INSTRUCTIONS TO FOLLOW ▸ Copy each line below in which the string "Túpac" appears.

[Collected data]
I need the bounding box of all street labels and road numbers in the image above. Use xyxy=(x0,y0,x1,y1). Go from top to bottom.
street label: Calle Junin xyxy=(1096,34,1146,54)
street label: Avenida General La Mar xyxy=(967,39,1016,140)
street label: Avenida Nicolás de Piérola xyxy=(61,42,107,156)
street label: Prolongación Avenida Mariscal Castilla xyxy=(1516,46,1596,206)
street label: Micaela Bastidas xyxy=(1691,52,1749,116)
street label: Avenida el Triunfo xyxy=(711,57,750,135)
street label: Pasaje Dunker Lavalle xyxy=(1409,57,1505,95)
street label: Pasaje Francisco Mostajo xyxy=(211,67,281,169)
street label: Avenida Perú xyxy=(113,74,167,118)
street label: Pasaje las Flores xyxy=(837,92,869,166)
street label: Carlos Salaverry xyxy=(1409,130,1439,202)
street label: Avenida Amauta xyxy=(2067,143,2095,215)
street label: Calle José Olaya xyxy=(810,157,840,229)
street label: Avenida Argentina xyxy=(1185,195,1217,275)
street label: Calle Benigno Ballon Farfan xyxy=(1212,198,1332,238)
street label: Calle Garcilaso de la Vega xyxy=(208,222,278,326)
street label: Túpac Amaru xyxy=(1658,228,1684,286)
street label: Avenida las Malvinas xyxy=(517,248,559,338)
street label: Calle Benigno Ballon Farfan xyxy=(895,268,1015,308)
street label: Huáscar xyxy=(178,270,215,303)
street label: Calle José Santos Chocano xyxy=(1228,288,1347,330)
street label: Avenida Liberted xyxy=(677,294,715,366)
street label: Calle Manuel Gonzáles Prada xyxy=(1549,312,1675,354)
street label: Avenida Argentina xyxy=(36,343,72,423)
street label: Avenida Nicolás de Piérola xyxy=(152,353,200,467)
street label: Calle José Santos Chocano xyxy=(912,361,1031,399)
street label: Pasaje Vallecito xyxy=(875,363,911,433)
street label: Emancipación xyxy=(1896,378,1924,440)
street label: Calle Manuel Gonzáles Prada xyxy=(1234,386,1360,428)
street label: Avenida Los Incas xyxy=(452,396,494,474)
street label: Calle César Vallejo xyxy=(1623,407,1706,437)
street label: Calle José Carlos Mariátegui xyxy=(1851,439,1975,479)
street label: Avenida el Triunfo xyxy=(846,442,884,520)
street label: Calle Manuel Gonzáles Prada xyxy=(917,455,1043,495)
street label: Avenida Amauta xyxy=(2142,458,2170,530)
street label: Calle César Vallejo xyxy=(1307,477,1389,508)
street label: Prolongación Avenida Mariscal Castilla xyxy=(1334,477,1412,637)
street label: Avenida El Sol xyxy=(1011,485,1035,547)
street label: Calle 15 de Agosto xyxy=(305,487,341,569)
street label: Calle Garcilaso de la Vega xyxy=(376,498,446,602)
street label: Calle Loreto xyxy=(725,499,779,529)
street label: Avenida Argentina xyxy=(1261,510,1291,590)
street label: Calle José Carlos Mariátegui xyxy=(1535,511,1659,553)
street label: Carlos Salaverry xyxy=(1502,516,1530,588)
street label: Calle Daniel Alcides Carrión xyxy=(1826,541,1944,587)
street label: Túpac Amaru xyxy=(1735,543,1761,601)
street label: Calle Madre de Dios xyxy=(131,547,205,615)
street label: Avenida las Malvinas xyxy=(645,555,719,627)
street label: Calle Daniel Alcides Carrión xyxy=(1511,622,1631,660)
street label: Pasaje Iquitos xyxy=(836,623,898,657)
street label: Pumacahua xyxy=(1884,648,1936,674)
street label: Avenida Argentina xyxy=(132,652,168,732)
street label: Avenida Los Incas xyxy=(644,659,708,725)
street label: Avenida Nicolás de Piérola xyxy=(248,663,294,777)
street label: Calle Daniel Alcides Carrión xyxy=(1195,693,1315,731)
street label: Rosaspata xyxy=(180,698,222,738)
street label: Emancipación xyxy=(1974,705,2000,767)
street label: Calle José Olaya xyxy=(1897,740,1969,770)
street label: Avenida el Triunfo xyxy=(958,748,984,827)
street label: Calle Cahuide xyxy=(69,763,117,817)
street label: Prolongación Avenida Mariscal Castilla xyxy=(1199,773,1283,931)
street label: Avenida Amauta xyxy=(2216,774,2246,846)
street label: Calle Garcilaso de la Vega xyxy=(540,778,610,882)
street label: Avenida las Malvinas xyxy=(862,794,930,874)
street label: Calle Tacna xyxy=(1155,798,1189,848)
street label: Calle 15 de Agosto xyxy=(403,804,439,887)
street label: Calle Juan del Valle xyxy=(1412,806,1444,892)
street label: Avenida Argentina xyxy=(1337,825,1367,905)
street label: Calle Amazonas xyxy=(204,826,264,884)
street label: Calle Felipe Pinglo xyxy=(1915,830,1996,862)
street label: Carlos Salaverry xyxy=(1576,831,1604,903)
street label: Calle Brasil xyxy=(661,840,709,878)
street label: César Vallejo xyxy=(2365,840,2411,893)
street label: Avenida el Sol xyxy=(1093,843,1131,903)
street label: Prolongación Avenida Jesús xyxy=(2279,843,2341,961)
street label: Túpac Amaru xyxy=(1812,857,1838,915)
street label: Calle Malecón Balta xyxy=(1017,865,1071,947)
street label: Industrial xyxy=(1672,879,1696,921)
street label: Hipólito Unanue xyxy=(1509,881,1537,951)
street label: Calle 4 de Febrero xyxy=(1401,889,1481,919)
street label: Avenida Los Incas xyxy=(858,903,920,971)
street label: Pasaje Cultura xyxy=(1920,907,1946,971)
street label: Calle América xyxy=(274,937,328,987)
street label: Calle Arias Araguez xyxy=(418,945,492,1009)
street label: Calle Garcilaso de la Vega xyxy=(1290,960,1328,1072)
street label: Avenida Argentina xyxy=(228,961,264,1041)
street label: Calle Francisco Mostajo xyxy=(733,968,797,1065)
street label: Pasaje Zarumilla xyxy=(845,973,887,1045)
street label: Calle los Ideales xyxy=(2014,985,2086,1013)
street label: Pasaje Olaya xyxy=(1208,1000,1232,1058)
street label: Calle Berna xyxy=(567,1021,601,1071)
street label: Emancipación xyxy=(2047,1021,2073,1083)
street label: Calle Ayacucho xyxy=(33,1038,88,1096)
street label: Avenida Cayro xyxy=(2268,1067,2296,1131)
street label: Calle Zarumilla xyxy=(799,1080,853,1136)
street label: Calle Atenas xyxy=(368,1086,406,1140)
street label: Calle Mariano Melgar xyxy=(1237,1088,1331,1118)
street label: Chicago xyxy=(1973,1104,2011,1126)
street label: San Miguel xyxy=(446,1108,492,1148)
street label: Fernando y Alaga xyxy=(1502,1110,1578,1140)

ANSWER ▸
street label: Túpac Amaru xyxy=(1658,228,1684,286)
street label: Túpac Amaru xyxy=(1735,543,1761,601)
street label: Túpac Amaru xyxy=(1812,857,1838,915)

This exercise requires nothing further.